Un cauchemar de plus. À deux heures du matin, elle s'était levée pour prendre un comprimé d'hypnoral. Elle avait sombré aussitôt dans un sommeil épais, visqueux et nauséeux. Elle ne comprit pas tout de suite qu'on frappait à la porte. Lentement, elle ouvrit les yeux, frotta ses paupières poisseuses. Non seulement elle avait peine à rassembler les souvenirs de la veille, mais il lui était difficile d'entrer dans le présent brumeux d'un autre matin — matin gris d'automne, d'hiver, d'été, n'importe. Ody avait perdu depuis des années le sens du temps. On la soignait pour ça… elle se souvint. An-Guid-Un ! C'était aujourd'hui la trentième séance à la fondation Wishingen. La trentième et dernière chance…
Les coups à la porte se faisaient plus forts et plus rapprochés. Qu'est-ce qu'ils veulent ? Pourquoi ne m'appellent-ils pas au tvphone ? Elle regarda instinctivement autour d'elle. Pas de tvphone. Elle se trouvait dans une vaste chambre claire. Elle apercevait des arbres par la fenêtre. Des arbres ! Je suis encore dans ce maudit cauchemar. Des arbres verts… ce n'est ni l'automne ni l'hiver. Elle prit sa robe bleue, une robe d'été un peu courte mais qui allait si bien avec ses longs cheveux blonds.
« Ody, ma chérie, il va être l'heure. »
Elle regarda son père en souriant. Accepter : tout le secret était là. La vie, la mort, le passé, l'avenir. Soi-même. Savoir s'assumer… Mais c'est dur !
— « Je suis prête. » dit-elle.
Angoisse étouffante, goût de pourriture dans la bouche. Ils sont tous là, comme d'habitude, autour du fourgon. Les morts en costume de deuil, dignes et noirs. Ils m'attendent. La main de son père se posa sur son épaule.
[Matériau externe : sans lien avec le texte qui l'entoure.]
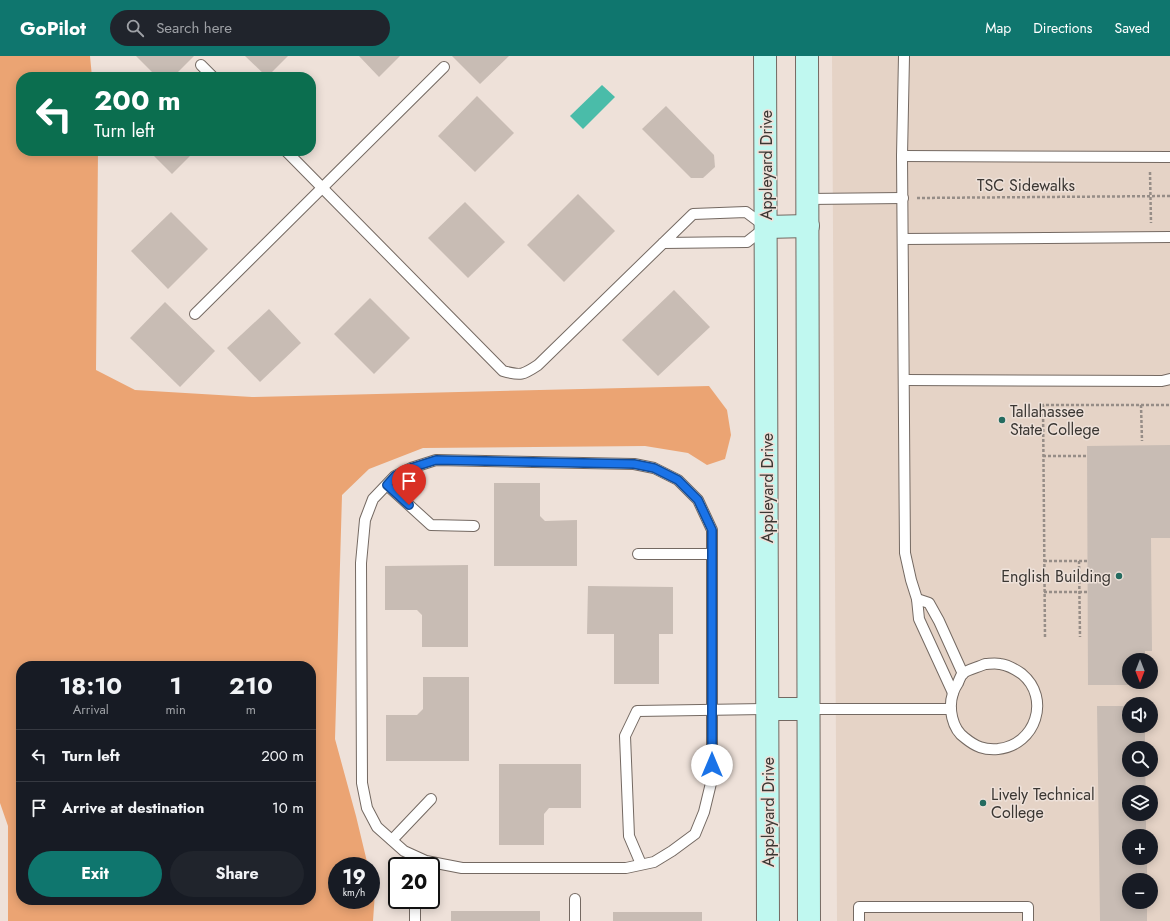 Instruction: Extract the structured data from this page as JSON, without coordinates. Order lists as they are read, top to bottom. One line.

— « Oh, ma petite fille, ma petite fille… »
Elle sourit bravement.
— « Je serai très courageuse. »
Le magnifique cercueil était encore ouvert. Il semblait confortable et rassurant. Ody résista de toutes ses forces au désir de s'allonger à l'intérieur et de rabattre le couvercle sur sa tête. À jamais : le repos. Mais non, ce n'était qu'un mauvais rêve. Interphord-Psychiatrie l'attendait au Centre Wishingen pour la trentième séance de narco-hypnose. Je serai courageuse… Elle l'avait promis à son père. Elle devait lutter. C'était sa dernière chance.
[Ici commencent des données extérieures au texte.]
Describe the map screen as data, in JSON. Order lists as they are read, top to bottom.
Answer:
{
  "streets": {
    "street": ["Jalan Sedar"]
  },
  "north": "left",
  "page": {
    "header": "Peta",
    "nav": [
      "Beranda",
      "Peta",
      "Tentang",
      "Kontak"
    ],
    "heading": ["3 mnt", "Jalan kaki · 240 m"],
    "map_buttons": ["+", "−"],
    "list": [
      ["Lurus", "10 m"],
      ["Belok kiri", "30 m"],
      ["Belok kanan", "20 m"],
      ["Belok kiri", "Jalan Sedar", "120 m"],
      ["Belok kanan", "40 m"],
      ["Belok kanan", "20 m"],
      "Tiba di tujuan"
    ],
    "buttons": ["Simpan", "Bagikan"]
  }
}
Elle fit le tour du fourgon, salua d'une inclinaison de tête polie tous les morts… tous les morts de sa vie. À bientôt, peut-être. Elle arriva à la station d'autobus avec moins d'une minute d'avance. Le véhicule apparut, poussif, bondé comme d'habitude. Monde surpeuplé. Économie de pénurie. Pas de bouches inutiles. Pour les inadaptés dans le genre d'Ody, une solution radicale. S'ils me tuent, que feront-ils du petit coffret de cendres qu'on remet en général aux proches, famille ou amis ? Je suis seule. Si seule. Il n'y a même pas d'Interlocuteurs dans cet univers… Je vais être à l'heure, juste à l'heure, pour mon rendez-vous avec Interphord.
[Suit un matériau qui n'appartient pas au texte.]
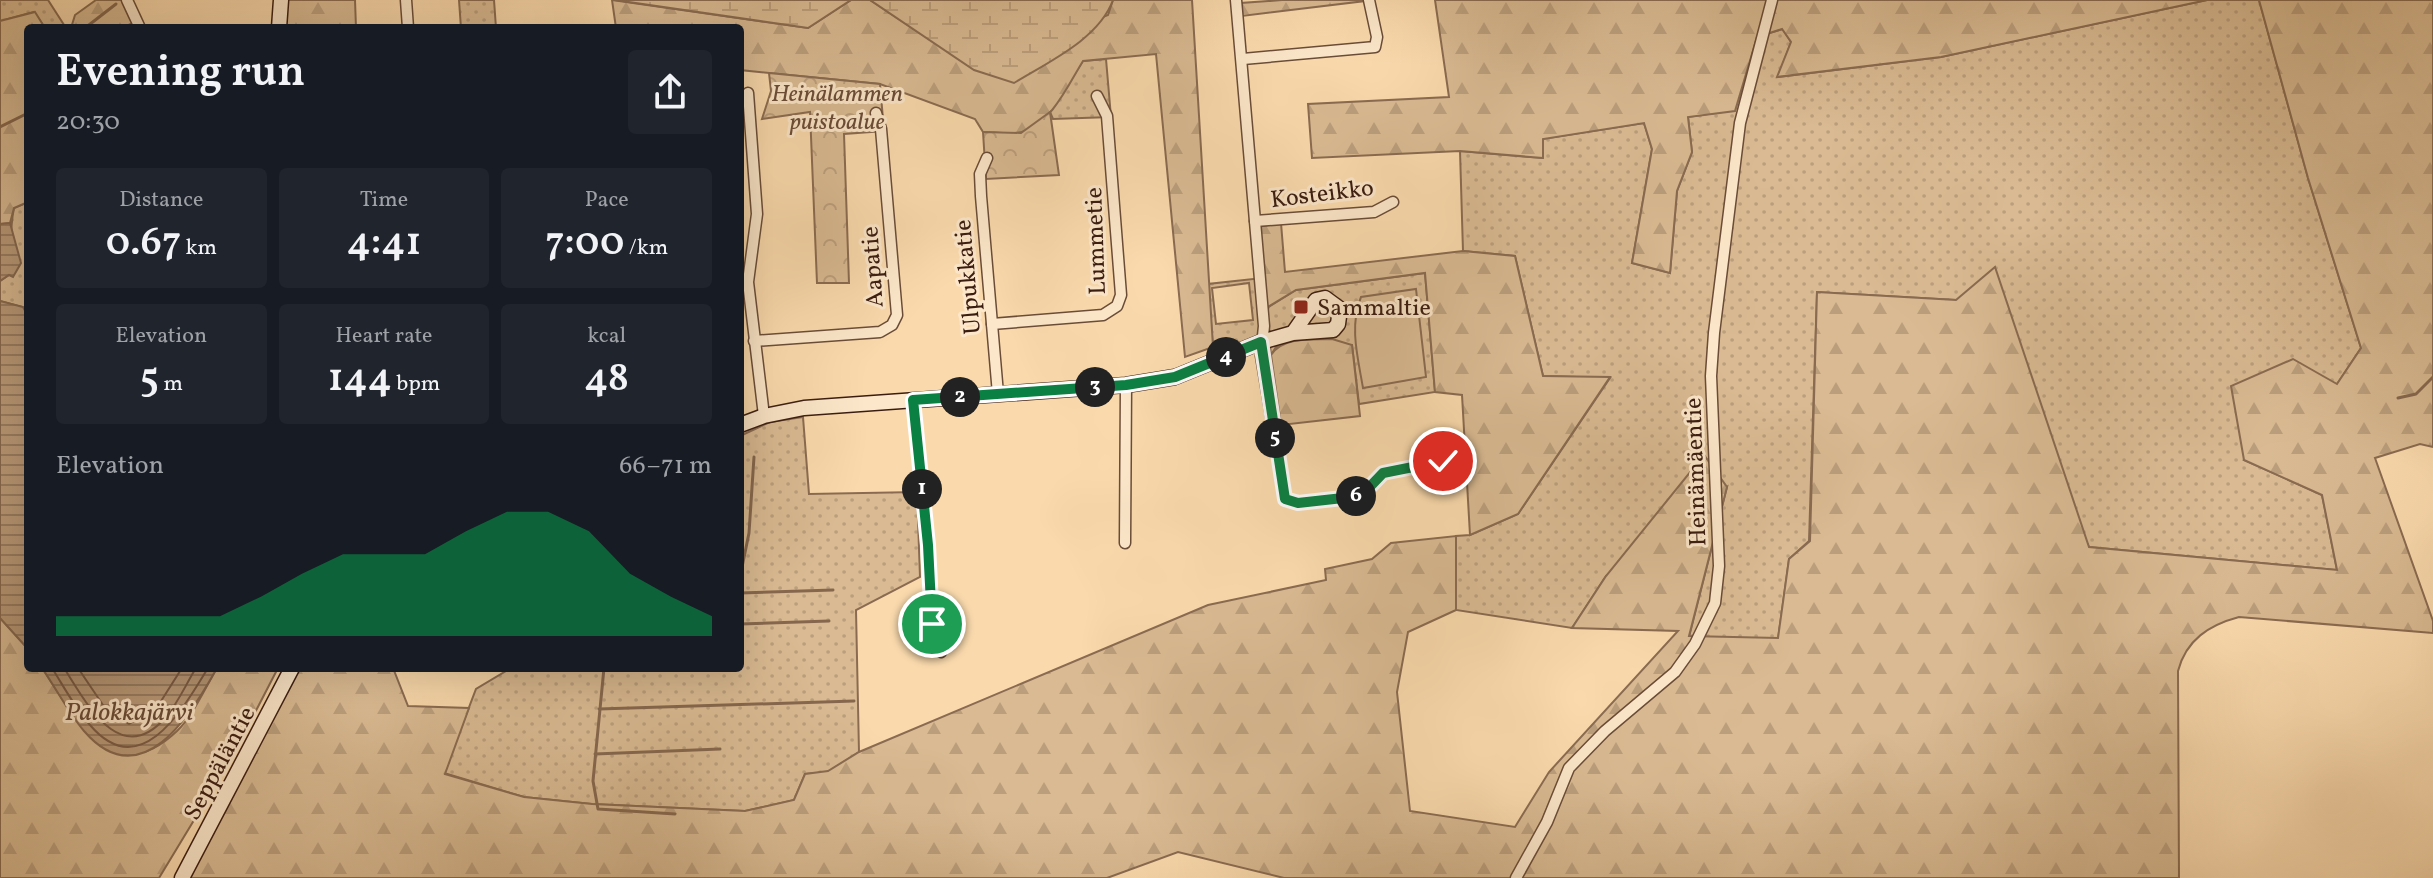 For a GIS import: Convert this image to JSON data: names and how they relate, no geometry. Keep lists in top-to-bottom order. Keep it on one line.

« Interphord Psychiatrie, Centre de Wishingen. Ody Real, votre trentième séance de narco-hypnose, traitement individuel 5661 ab15, est achevée. J'ai le regret de vous informer que le résultat est encore une fois complètement négatif. Interphord-Conseil a pris à votre égard une décision que je vais vous communiquer avant son exécution. Dans un délai de deux minutes trente secondes, vous serez plongée dans l'éternité subjective à l'aide des techniques appropriées. Cette décision est sans appel. Elle portera le numéro 311098236017543 dans les archives d'Interphord-Conseil et le numéro 60175435661 ab15 dans les archives d'Interphord-Psychiatrie. Terminé. »
Ody ne comprit pas tout de suite qu'on frappait à la porte.